His instantly recognisible ‘redux’ style of reducing, stripping back, even boiling down a track to its bare bones, is key too its success in his eyes. The huge amount of technology available to producers comes with it almost infinite possibilities, he points out, but perhaps at the cost of a feeling of spontaneity.
“There’s also something to be said for things being not quite right,” he adds, relating the tale of picking up a cheap and not particularly pristine bass guitar in a Hammersmith studio for the Divide & Exit session that would form the backbione of one of the band’s most beloved tracks ‘Tweet Tweet Tweet’.
“Everything’s indirect – that’s why documentaries are so interesting to watch – that sort of window into the person’s self, that’s what people are interested in now. People don’t want to see a virtuoso musician. They can go down Brighton pier and see that now. It’s the kind of world we’re living in. People would rather see ‘The Making Of…’ than the actual movie.”
He sees the band’s work, stripped of its decorative but ultimately unnecessary edges, as continuing that punk spirit. “Something that’s almost achievable to someone else is always inspiring, isn’t it?”
That said, as anyone who has explored the band’s catalogue will tell you, punk is just the tip of the iceberg when it comes to the make up of their sound. Fearn declares a love for the pop of his early childhood. “In 1983/4 there was really cool stuff in pop music In terms of British stuff, Eurythmics, Bronski Beat, Depeche Mode, better pop music from Britain – and then it all went over to America. I remember buying the 12” of NWA’s ‘Express Yourself’ in 1989 – that was my ‘in’ to hip-hop.”
He finds it incredible thinking about how inaccessible music was then compared to these days of streaming and YouTube opening up decades of music to the curious. “I didn’t hear stuff like Kraftwerk until I was 20, not really,” he admits,
“They weren’t exposed in the way they are now. Even more commercial stuff like Gary Numan, it wasn’t recognised as being important in music until years later, until the next generation – until ‘our’ generation was running the country. By 1990 I was not listening to pop music at all, and getting an education with 70s music like The Doors, Led Zep and then listening to American stuff like Butthole Surfers. People doing me mixtapes suddenly exploded my world.”

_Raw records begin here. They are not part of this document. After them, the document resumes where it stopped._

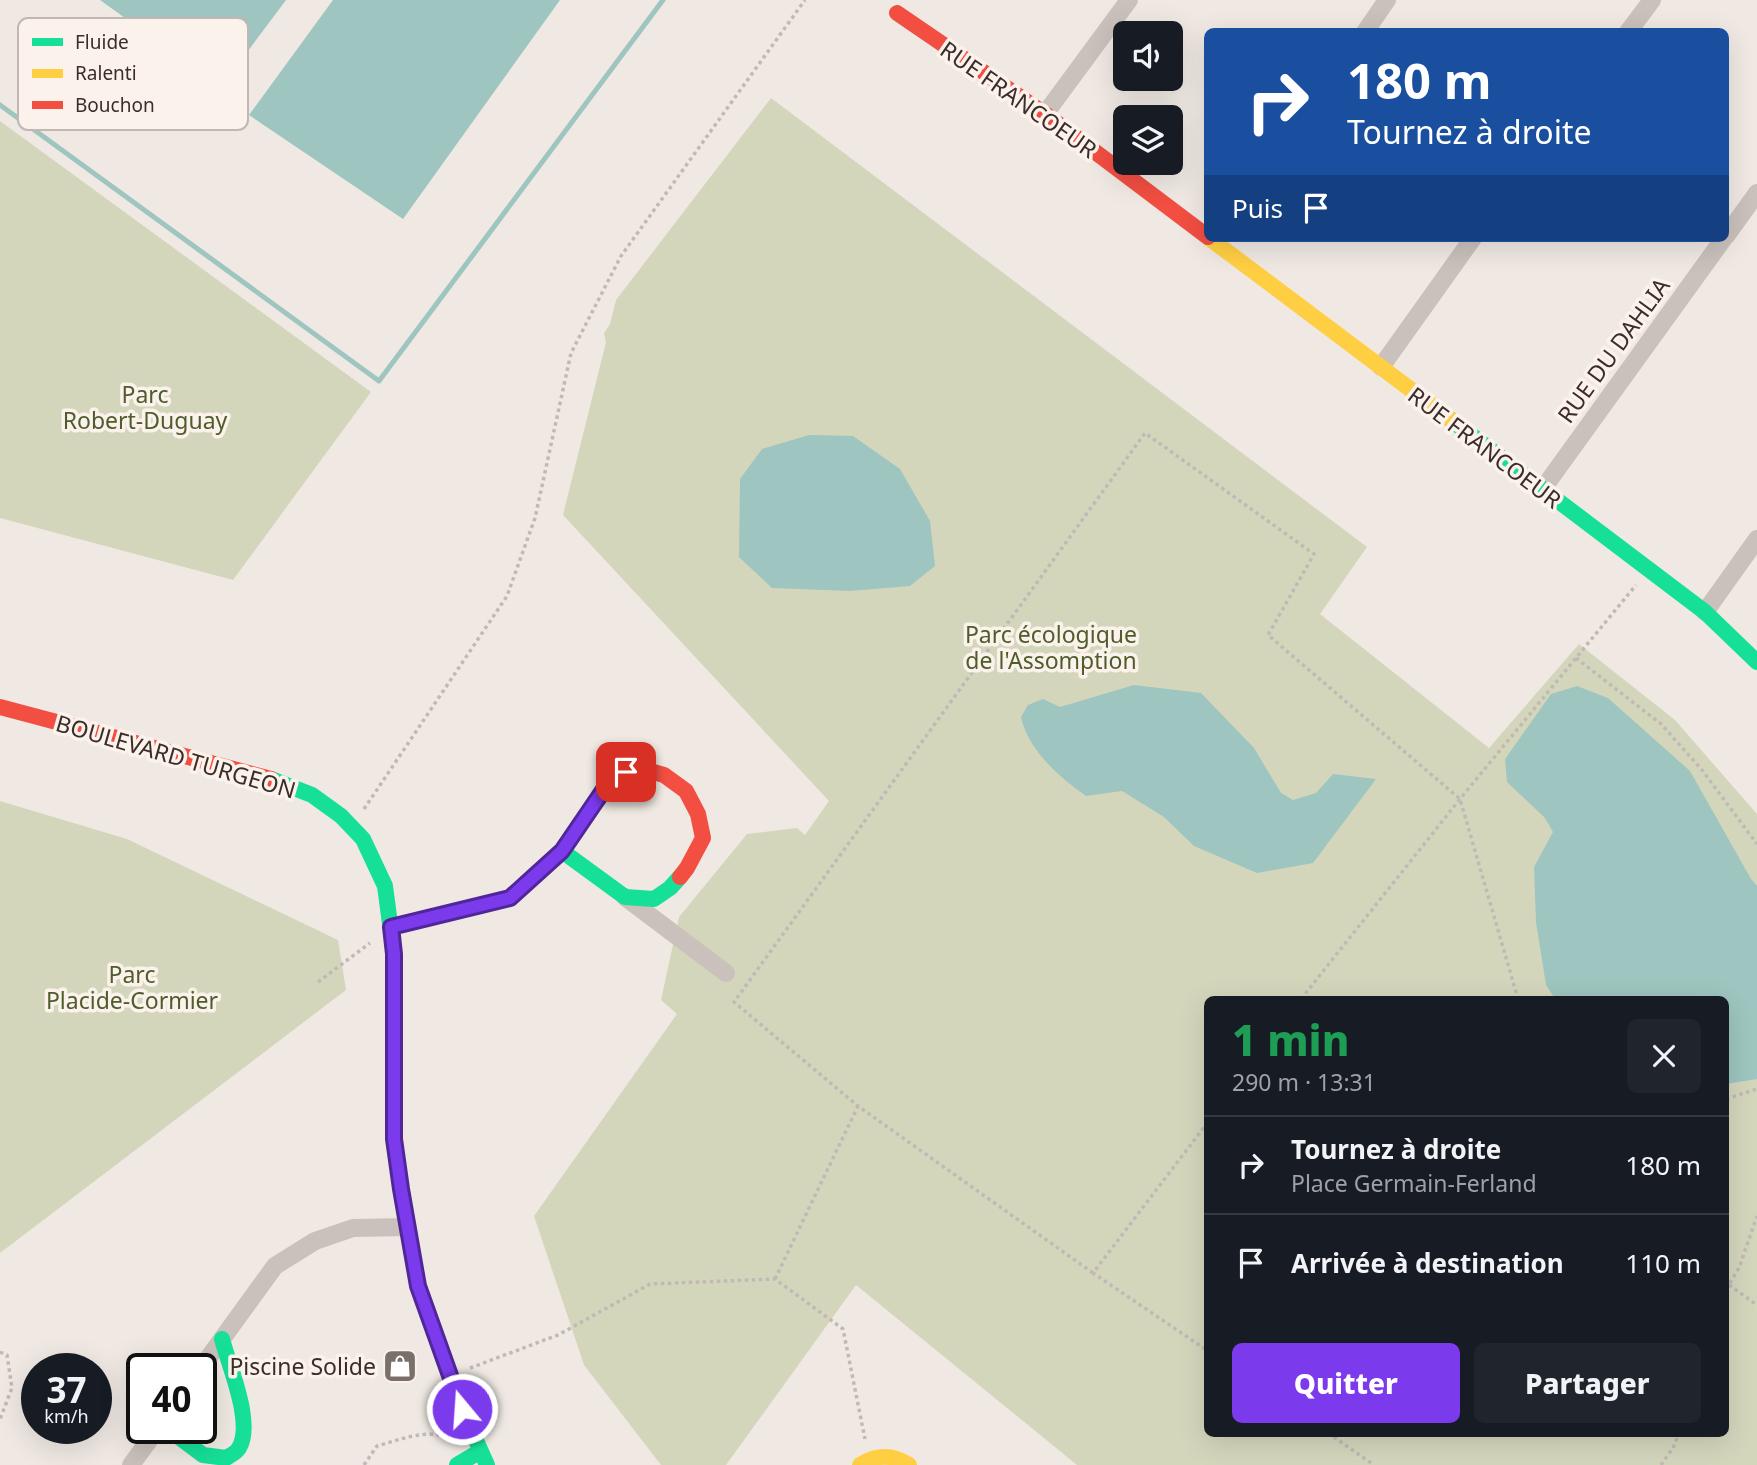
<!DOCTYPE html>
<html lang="fr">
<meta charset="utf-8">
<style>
body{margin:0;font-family:"Noto Sans",sans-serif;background:#20242c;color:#f1f3f6;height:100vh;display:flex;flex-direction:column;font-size:26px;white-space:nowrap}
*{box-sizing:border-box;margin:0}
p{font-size:23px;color:#9ea1a6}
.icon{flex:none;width:38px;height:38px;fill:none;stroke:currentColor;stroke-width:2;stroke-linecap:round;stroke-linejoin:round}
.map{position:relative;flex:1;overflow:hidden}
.details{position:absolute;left:1204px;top:996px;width:525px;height:441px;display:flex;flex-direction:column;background:#171b24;border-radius:10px;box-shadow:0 7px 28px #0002}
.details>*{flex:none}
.top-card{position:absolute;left:1204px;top:28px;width:525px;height:214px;border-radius:10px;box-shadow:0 7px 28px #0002;background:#1a4fa0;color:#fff;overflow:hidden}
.controls{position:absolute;left:1113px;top:21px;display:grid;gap:14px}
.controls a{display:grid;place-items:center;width:70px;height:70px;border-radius:10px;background:#171b24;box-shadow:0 7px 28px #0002;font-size:35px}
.speed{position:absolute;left:21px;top:1353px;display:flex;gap:14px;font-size:35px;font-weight:700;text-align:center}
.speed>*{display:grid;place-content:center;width:91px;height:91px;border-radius:50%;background:#171b24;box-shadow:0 7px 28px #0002;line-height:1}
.speed small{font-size:18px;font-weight:400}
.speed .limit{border:4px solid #111;border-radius:10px;background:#fff;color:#111}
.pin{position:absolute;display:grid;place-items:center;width:60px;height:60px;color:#fff;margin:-30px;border-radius:14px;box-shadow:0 4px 10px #0006}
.me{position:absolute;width:77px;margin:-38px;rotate:342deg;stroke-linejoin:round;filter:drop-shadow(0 0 5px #0008)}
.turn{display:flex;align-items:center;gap:24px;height:147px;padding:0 28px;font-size:32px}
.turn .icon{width:91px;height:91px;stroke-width:2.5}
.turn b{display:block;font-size:49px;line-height:60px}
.then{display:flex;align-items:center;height:66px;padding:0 28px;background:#0003;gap:14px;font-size:26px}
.round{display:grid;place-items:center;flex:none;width:74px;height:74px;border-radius:10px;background:#20242c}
.head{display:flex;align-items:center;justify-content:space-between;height:119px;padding:0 28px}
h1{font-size:42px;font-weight:800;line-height:52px;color:#1e9e55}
.primary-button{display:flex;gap:14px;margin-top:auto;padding:14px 28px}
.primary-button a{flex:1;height:80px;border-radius:10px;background:#7c3aed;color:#fff;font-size:28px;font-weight:800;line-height:80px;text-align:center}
.primary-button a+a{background:#20242c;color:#f1f3f6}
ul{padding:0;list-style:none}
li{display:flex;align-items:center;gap:21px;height:98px;padding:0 28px;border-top:2px solid #363941}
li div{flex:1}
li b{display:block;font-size:26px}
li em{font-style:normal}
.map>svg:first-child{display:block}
</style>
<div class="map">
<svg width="1757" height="1465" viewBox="0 0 1757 1465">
<rect width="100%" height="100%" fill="#f0e9e3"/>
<path fill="#d4d6bc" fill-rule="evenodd" d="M771 98 1367 547 1320 614 1489 748 1579 644 1675 720 1757 814V1465H1077L856 1285 726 1465H661L584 1365 534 1216 677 1014 661 1000 679 917 747 834 797 828 805 835 829 801 563 515 606 342 604 333 610 324 616 300ZM1208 999H1726V1433H1208Z
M0 121 371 392 233 580 0 518Z
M0 801 127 839 338 940 346 990 0 1253Z"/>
<path fill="#9ec5bf" d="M100 0H286L221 87Z
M333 0H560L403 219 249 115Z
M809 435 853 436 900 469 930 521 935 566 910 586 850 591 772 588 739 557 740 479 762 449Z
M1134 685 1201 693 1254 748 1281 793 1293 800 1316 793 1333 774 1376 779 1313 863 1257 873 1194 846 1164 817 1122 791 1086 796C1059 777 1028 750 1021 717L1028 705 1043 699 1060 707Z
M1577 686 1608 698 1690 771 1751 879 1757 886V1079L1726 1084V999H1555L1546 985 1536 922 1534 867 1553 832 1545 818 1507 782 1505 759 1551 694Z"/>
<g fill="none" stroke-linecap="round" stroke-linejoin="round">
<path stroke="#9ec5bf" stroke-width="5" d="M0 105 379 381 663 0"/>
<path stroke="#c2b9b5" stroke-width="3.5" stroke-dasharray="3.5 3.5" stroke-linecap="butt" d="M1576 658 1661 724 1702 770 1757 844
M364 809 507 596 535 518 571 353 621 256 805 0
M318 982 370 943
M1301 999 1460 799 1636 585
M1726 1099 1757 1089
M1208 1122 1093 1273 1208 1351
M1093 1273 858 1106 734 1002 1145 433 1314 554 1268 635 1460 799 1518 999
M775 1279 858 1106
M1729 1285 1757 1305
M1726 1289 1739 1268 1757 1216
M0 1352 7 1355 12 1388 0 1419
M470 1368 558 1335 650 1284 775 1279 843 1329 865 1439
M1328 1433 1374 1465
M364 1465 377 1446C398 1440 429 1428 450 1438
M1661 1465 1673 1448 1679 1433"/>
<path stroke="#cac1bc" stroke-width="18" d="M1365 32 1387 0
M1628 32 1652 0
M1045 114 1129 0
M1726 236 1757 193
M1381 367 1473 238
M1542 490 1724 238
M1705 612 1757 539
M625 897 726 973
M201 1368 275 1266 315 1241 353 1228 407 1227
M131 1465 158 1428"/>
<path stroke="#16e098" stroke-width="16" d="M1450 419 1705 612 1757 662
M271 779 312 795 341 816 363 839 385 886 394 954V1139L407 1227 418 1286 462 1409 487 1465
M562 851 625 897 654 899 670 888 680 877
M167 1428 203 1455 226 1458C231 1455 236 1453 239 1448 254 1423 229 1366 222 1339
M457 1465 479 1452"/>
<path stroke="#ffcf43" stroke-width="16" d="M1209 238 1450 419
M860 1465C877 1454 892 1454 909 1465"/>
<path stroke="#f24e42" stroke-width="16" d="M897 13 1045 114 1208 237
M0 707 271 779
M391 927 510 898 562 851 607 785 627 772 643 769 664 775 686 791 698 814 703 838 687 868 680 877"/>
</g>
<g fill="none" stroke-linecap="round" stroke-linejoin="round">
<g stroke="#51269a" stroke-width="18">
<path id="route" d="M462 1409 418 1286 401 1189 394 1139V954L391 927 510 898 562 851 607 785 626 772"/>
</g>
<use href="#route" stroke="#7c3aed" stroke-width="12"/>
</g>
<defs>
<g id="shop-square" transform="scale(1.75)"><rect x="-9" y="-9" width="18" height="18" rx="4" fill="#7a6f6a" stroke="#fcf2ec"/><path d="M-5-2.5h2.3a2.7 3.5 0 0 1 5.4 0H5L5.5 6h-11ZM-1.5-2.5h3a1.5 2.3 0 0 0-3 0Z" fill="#fff"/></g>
</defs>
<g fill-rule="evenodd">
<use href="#shop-square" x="400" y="1366"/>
</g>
<g text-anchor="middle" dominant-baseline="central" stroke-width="7" stroke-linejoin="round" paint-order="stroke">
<g font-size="23" fill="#3b2d29" stroke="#fcf2ec">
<text transform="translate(1019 99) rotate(35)">RUE FRANCOEUR</text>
<text transform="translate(1613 350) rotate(-54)">RUE DU DAHLIA</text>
<text transform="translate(1485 447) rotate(37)">RUE FRANCOEUR</text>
<text transform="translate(176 756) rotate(16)">BOULEVARD TURGEON</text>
</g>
<g font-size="23" fill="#4f5c2b" stroke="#fcf2ec">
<text x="145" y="394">Parc<tspan x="145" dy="26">Robert-Duguay</tspan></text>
<text x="1051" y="634">Parc écologique<tspan x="1051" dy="26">de l'Assomption</tspan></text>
<text x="132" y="974">Parc<tspan x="132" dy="26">Placide-Cormier</tspan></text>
</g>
<g font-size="23" fill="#3b2d29" stroke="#fcf2ec" text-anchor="end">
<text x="376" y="1366">Piscine Solide</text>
</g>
</g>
<rect x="18" y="18" width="230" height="112" rx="10" fill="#fcf2ec" stroke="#c2b7b2" stroke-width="2"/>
<rect x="32" y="38" width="31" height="8" fill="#16e098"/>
<rect x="32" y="69" width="31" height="9" fill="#ffcf43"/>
<rect x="32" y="101" width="31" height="8" fill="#f24e42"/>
<g font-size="19" fill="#3b2d29">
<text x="75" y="49">Fluide</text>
<text x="75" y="80">Ralenti</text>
<text x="75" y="112">Bouchon</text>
</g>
</svg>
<div class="controls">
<a><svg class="icon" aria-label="sound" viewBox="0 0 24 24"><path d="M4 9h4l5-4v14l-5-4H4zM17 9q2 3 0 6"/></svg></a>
<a><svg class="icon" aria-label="layers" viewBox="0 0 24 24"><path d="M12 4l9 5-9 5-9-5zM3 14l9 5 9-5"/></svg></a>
</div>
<div class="speed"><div>37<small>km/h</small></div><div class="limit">40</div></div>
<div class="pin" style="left:626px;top:772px;background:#d93025"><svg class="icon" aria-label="arrive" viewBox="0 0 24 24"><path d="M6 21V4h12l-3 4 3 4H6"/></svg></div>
<svg class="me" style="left:462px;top:1409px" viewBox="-20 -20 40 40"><circle r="17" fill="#7c3aed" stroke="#fff" stroke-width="3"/><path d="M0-11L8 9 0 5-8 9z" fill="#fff"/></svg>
<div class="top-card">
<div class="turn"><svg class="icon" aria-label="right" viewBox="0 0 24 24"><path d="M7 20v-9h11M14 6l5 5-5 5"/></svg><div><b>180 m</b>Tournez à droite</div></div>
<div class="then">Puis<svg class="icon" aria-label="arrive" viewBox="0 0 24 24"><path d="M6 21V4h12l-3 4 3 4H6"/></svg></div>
</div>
<section class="details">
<div class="head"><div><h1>1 min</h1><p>290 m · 13:31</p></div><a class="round"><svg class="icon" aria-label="close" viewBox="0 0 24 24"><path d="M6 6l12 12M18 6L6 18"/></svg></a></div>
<ul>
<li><svg class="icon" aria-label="right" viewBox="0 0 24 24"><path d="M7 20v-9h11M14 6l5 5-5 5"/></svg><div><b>Tournez à droite</b><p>Place Germain-Ferland</p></div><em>180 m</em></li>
<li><svg class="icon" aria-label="arrive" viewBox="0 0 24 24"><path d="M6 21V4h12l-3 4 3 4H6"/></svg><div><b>Arrivée à destination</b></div><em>110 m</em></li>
</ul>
<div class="primary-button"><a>Quitter</a><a>Partager</a></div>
</section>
</div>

From those simplistic days of early synthpop through to hip-hop, stoner rock and punk, the Sleaford Mods sound seems to encapsulate it all and regurgitate it in a sleek but inherently intact version that can live and breathe – and occasionally kick up the arse – the music of 2021. In many ways, Sleaford Mods are that missing link, a spiritual continuation, a reminder of alternative music’s roots as a truly counter cultural affair in the modern age. The fact that it’s resonating so clearly right now shows we need them more than ever.